James McGregor, the energy systems manager for CSIRO, says his team is looking to use solar thermal as a substitute for the steam that a power station would normally have to produce itself.
The biggest advantage is that this allows the coal fired power station to maintain output, and because solar thermal can deliver a range of temperatures, more options are available for the carbon capture process.
The CSIRO is to test a re-boiler at one of its carbon capture pilot plants at the Vales Point power station, owned by Delta Electricity in NSW. McGregor says parabolic trough technology is most likely to be used in the pilot, but other solar thermal technologies are likely to be suitable.
“The first part of this project is to demonstrate the potential and assess the economics,” McGregor said. “The follow up projects will be about exploring the different temperature limitations and opportunities presented by using solar thermal systems.”
McGregor said storing the CO2 in the liquid absorbents would provide greater flexibility in operation than thermal energy storage and potentially cost less. The CO2 in the liquid absorbents is stored until the solar thermal energy is available to use during the day time for regeneration.
McGregor said if successful, the technology would not just help coal-fired power stations, but also offer the opportunity for more widespread deployment for solar thermal, enabling it to gain economies of scale through deployment.
Tenders for the solar trough technology providers – likely to amount to around 100kWth, will be sought at the end of the year.
Breaking the heat barrier
Elsewhere, Austalian innovators are working hard to increase the efficiency of CSP while driving down costs. A separate project that the ASI is backing is that of Australian CST developer Vast Solar. The company is investigating a new approach for high temperature receivers and thermal storage systems as it seeks to bring the levelised cost of electricity from solar thermal technology to below $100/MWh.

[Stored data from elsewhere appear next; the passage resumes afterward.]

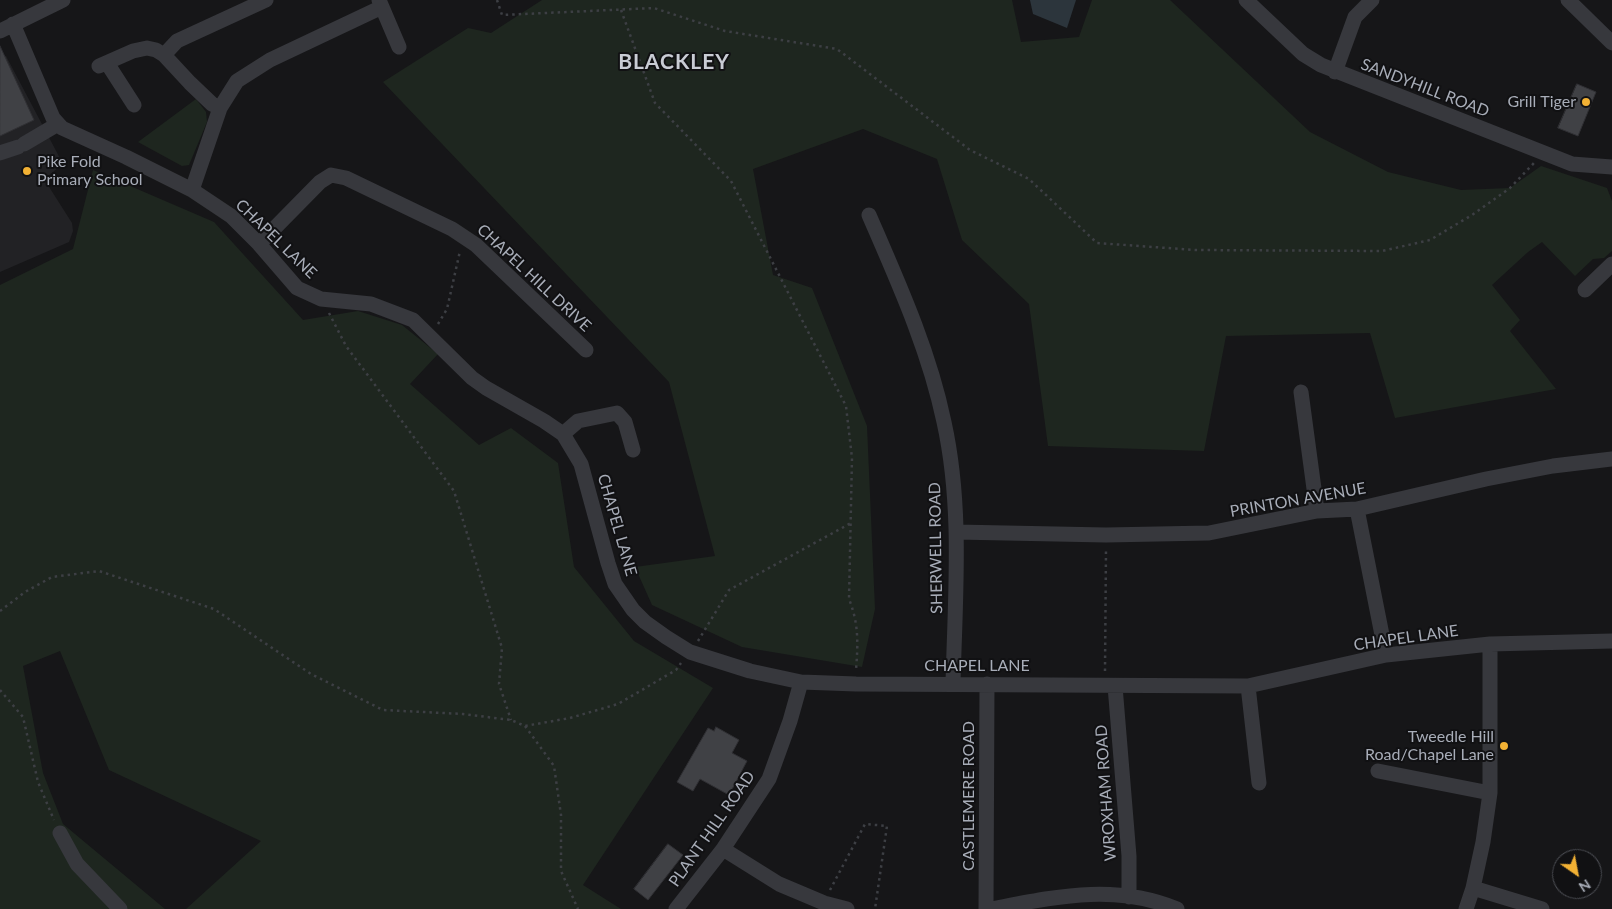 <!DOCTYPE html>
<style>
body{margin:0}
#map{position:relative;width:1612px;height:909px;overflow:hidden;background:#161618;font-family:Lato,sans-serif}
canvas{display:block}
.north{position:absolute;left:1552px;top:849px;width:50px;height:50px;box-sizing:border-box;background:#111113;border:1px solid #4d4f55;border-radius:50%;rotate:147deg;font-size:14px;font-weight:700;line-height:20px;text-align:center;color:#a8adb8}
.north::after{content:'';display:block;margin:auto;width:18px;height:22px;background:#f2b134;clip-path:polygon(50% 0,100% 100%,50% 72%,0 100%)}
</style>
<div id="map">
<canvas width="1612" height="909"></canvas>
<div class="north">N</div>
</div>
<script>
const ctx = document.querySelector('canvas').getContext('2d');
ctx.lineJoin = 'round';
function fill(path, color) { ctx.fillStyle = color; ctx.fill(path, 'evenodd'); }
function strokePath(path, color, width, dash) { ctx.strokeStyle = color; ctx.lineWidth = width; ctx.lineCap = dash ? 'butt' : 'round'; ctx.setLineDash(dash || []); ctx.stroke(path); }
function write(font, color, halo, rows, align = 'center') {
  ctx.font = font + ' Lato,sans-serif'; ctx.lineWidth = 4; ctx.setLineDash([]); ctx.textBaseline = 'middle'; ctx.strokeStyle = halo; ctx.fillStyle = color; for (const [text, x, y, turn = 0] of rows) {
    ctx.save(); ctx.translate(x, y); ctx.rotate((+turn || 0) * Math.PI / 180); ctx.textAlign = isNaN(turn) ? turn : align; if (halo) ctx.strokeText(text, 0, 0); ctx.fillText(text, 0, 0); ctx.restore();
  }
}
fill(new Path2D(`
 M0,56H6L63,164L44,179L72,223L73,231L69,242L0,272Z`), '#222225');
fill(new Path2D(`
 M542,0H1012L1021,42L1079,37L1092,0H1170L1310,132L1388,172L1461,190L1510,188L1541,166L1607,188L1612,201V251L1604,258L1593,259L1575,276L1542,242L1528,252L1492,285L1520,320L1510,331L1556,389L1395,418L1370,333L1226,336L1204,451L1048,446L1029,304L962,240L937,159L863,129L753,169L773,275L812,288L867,426L875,609L862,667L742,647L652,605L635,567L715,556L669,382L383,82L468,28L491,33Z
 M196,99L206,112L207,122L189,165L182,166L138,142Z
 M93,170L214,222L303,320L358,311L402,325L438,354L410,384L479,445L511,428L558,463L574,567L634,641L713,688L583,885L621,909H186L261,841L109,770L60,651L23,666L43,773L63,824L165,909H0V285L73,249Z`), '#1e261f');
fill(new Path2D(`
 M1030,0H1076L1067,28L1033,14Z`), '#2c353c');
const building = new Path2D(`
 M0,46L34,120L0,136Z
 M1577,84L1596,92L1578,136L1558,128Z
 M716,727L739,740L732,753L747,761L729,795L700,779L693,791L677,782L708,728L714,731Z
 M668,844L683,855L648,900L634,889Z`);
fill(building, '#404145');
strokePath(building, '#303034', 1);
strokePath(new Path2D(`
 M497,0L502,15L654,8L725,31L837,49L970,150L1029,179L1097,243L1195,250L1382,251L1430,240L1472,215L1510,188L1534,163
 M621,10L655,103L731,181L846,406L852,458L849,599C859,624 858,644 856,670
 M329,313L346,346L454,491L502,648L499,684L511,720
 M438,324L447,309L460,251
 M0,611L25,592L52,577L99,571L214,609L311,674L383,710L463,714L511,720L525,726L570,718L618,704L676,670L681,663
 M698,641L729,590L851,523
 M1105,671L1106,549
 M0,690L23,717L38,782L54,820
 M525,726L554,766L561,815V871L578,909
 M830,890L865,824L887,826L875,909`), '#3d3f44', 2.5, [2.5, 4]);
strokePath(new Path2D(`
 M379,0L399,47
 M1246,0L1303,54L1321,65L1572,164L1612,167
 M1568,0L1612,43
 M13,24L53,118L62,128L126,157L192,190L231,216L259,244L297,288L321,299L371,304L413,320L472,378L486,388L544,421L563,434L581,464L608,563L615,584L633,610L645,622L666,637L690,652L750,671L801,682L856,684L1248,686L1386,655L1490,644L1612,641
 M0,31L63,0
 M164,55L177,41L266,0
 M107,63L134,105
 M99,66L133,51L147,48L156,50L164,55L190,83L212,104L220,108
 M1335,72L1355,17L1372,0
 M24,144L58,124
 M0,153L18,147
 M192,190L220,108L237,81L270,60L382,7
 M869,215C898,282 929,350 944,422C963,508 955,597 953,684
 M259,244L320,182L331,175L346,178L452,229L476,245L586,350
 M1585,290L1612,264
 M1301,392L1317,511
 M563,434L578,421L617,413L625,422L633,450
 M1357,509L1386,655
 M956,532L1106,535L1209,533L1317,511L1357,509L1486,479L1553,466L1612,459
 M1115,686L1129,856V897
 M1248,686L1259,783
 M1378,771L1490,793
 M60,833L77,864L120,909
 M723,849L779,884L824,903L847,909
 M1473,888L1542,909
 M676,909L723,849L769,779L790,721L801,682
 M986,909L987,684
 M991,909C1055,897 1114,883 1177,909
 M1466,909L1473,888L1483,842L1490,793V644`), '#37383d', 15);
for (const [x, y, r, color] of [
 [1586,102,5,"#f2b134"],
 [27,171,5,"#f2b134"],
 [1504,746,5,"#f2b134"]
]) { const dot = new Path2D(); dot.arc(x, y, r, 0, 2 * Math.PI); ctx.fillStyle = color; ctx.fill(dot); strokePath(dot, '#111113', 2); }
write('16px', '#a8adb8', '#111113', [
 ["SANDYHILL ROAD",1425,88,21],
 ["CHAPEL LANE",276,239,44],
 ["CHAPEL HILL DRIVE",534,278,43],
 ["PRINTON AVENUE",1298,500,-10],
 ["CHAPEL LANE",617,525,74],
 ["SHERWELL ROAD",936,548,-91],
 ["CHAPEL LANE",1406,638,-8],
 ["CHAPEL LANE",977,666],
 ["WROXHAM ROAD",1106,793,-94],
 ["CASTLEMERE ROAD",969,796,-90],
 ["PLANT HILL ROAD",712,829,-55]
]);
write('16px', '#a8adb8', '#111113', [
 ["Grill Tiger",1576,102],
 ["Pike Fold",37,162,"left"],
 ["Primary School",37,180,"left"],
 ["Tweedle Hill",1494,737],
 ["Road/Chapel Lane",1494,755]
], 'right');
ctx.letterSpacing = '1px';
write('bold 21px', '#c9ccd4', '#111113', [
 ["BLACKLEY",674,62]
]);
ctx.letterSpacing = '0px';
</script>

Vast Solar, an Australian company, has been prototyping and testing solar thermal technology since 2009. The company will work with the University of NSW and Victoria’s RMIT, in a new project, to be partially funded by the Australian Solar Institute.

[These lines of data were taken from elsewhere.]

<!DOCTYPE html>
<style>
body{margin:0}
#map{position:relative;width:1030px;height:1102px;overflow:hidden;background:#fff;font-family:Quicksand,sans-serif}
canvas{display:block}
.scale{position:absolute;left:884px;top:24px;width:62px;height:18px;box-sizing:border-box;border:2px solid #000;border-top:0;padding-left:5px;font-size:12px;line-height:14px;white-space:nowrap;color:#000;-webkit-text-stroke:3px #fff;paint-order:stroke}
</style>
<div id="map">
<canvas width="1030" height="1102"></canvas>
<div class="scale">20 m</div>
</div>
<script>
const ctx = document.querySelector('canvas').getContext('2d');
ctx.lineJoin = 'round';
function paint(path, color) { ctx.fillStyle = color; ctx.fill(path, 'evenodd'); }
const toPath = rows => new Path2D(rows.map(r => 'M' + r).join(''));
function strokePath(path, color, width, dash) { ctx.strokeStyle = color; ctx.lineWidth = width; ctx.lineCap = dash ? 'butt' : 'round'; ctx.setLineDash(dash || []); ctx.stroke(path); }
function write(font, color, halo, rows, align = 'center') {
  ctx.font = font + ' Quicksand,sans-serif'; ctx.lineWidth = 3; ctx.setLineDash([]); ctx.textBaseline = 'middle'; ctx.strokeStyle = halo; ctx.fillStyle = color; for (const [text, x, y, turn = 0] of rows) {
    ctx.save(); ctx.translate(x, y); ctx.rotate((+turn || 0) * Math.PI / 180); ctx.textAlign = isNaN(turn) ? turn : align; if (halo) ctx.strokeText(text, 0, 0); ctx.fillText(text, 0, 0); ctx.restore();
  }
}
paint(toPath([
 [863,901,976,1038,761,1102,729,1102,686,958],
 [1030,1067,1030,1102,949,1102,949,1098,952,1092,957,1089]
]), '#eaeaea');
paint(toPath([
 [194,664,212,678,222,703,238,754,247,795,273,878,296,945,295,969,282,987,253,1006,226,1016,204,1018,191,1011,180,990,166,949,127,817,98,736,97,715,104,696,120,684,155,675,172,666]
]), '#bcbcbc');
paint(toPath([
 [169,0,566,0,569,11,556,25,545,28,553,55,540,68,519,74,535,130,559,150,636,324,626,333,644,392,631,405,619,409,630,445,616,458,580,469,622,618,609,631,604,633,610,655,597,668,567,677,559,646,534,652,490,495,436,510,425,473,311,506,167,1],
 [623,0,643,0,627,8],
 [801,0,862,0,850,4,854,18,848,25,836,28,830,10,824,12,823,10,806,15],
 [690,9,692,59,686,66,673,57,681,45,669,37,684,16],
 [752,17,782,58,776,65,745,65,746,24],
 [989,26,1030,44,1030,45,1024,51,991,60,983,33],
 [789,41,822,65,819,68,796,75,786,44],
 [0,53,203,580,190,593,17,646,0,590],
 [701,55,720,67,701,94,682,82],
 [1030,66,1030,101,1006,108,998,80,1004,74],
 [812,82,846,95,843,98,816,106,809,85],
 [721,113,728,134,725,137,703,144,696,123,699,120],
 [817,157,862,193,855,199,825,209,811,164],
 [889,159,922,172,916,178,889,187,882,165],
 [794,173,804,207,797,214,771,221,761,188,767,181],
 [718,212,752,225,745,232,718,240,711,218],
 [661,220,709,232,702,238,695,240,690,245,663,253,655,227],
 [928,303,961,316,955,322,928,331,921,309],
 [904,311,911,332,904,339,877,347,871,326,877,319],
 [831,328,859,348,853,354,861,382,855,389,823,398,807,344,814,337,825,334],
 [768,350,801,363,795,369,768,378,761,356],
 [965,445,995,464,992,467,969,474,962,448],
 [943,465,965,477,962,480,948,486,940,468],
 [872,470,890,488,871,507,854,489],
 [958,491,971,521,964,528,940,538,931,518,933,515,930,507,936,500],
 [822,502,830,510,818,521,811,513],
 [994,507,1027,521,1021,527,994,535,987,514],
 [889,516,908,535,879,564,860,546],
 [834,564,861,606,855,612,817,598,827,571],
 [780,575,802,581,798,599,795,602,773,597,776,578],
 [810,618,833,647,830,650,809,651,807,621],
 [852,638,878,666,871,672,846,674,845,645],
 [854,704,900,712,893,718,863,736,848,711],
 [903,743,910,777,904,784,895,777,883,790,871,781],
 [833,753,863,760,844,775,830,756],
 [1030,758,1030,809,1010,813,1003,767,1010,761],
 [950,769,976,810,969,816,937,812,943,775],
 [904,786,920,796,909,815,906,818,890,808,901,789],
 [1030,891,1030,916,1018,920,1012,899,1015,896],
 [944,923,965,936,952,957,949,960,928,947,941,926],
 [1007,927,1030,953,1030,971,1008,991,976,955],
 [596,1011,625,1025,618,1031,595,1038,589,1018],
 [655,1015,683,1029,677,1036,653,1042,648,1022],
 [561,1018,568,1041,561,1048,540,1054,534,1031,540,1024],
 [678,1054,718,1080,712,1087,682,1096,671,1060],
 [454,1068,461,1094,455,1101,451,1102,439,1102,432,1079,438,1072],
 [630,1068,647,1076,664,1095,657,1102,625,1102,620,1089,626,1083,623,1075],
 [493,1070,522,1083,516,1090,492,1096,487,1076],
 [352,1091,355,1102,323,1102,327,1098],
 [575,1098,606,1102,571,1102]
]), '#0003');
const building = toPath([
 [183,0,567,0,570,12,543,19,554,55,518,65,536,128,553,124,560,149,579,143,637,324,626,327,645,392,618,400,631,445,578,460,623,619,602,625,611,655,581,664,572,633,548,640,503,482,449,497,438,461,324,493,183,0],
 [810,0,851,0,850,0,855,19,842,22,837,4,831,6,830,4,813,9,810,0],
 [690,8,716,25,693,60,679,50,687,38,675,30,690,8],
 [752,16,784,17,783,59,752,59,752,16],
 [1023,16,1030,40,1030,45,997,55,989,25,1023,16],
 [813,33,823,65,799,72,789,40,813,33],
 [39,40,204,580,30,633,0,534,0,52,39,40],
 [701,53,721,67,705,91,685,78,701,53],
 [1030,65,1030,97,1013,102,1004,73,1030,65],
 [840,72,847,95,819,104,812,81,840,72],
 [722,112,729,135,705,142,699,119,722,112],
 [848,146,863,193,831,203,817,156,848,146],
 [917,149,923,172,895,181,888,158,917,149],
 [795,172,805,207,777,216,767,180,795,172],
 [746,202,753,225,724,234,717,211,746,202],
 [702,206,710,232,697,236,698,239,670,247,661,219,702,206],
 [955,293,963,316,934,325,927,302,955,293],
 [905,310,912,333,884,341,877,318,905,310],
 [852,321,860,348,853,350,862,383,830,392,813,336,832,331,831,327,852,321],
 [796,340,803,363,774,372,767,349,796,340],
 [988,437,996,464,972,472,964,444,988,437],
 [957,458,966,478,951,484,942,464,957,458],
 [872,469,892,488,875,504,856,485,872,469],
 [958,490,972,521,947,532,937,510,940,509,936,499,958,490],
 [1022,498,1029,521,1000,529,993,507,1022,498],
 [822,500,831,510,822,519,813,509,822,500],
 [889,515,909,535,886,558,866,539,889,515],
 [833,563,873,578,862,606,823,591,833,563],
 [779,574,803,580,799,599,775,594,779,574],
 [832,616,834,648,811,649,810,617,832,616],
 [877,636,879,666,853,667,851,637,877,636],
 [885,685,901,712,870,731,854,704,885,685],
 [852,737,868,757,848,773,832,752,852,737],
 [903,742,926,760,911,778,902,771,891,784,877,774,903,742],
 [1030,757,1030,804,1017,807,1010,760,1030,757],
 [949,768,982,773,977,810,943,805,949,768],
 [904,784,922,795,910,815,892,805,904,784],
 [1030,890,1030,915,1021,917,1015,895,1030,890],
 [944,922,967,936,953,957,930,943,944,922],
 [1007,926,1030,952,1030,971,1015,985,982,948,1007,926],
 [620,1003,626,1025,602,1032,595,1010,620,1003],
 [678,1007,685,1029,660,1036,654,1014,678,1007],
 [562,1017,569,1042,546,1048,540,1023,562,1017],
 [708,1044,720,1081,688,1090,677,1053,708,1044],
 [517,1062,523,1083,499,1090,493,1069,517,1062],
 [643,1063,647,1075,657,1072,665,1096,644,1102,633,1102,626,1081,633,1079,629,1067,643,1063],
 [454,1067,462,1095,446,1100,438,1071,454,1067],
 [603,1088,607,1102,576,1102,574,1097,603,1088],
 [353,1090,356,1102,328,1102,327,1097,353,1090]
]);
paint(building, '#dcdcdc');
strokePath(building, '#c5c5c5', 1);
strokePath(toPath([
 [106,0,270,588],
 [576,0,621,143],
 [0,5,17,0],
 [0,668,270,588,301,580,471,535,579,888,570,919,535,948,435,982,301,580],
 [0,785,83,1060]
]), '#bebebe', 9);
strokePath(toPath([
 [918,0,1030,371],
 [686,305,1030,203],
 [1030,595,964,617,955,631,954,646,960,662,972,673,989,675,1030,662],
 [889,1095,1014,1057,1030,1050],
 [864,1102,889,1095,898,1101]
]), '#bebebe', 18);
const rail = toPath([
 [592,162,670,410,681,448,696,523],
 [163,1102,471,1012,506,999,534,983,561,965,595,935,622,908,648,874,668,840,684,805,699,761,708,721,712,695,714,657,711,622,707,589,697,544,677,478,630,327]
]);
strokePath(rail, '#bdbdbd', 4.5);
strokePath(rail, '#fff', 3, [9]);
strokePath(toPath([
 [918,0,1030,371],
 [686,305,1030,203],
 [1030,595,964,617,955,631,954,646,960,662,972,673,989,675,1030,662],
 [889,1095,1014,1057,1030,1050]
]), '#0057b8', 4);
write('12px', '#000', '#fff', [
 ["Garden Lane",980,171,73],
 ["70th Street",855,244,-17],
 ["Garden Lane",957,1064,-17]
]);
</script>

The project will allow Vast Solar to test high temperature materials and operating processes by expanding its current solar tower facility near the western NSW town of Forbes, with around 500 heliostats. These will take the nominal capacity of the power tower array to around 1.2MWth.
UNSW and RMIT will be focusing on design and testing of a new high temperature receiver, with the project aiming to assess design, materials and performance improvements than can be delivered at temperatures greater than 560C. The project will also refine Vast Solar’s integrated thermal storage system – of which it is saying little at the moment.
Vast Solar was established with private funding from a range of sources including Twynam Agricultural Group, which owns the land where the facility is located. The ASI project is its first government grant.
CEO Andrew Want, who is also head of the Australian Solar Thermal Energy Association, says the company is determined to try and bring the LCOE down to the cost of wind, where its ability to store energy will give it significant advantages.
Is $100/MWh achievable? Want says his team is increasingly confident it is. “A couple of years ago that would been thought to be an outlandish claim. But it is becoming much clearer that solar thermal and central receiver technology can get there quite quickly.”
Its heat transfer technology is also a key focus, but Vast Solar is not talking publicly about the materials it is using, although it does say it is like systems being used in other facilities using molten salts.
“We are using a different approach,” Want says, “and that does bring specific advantages. It’s not the solution being used around the world at the moment.”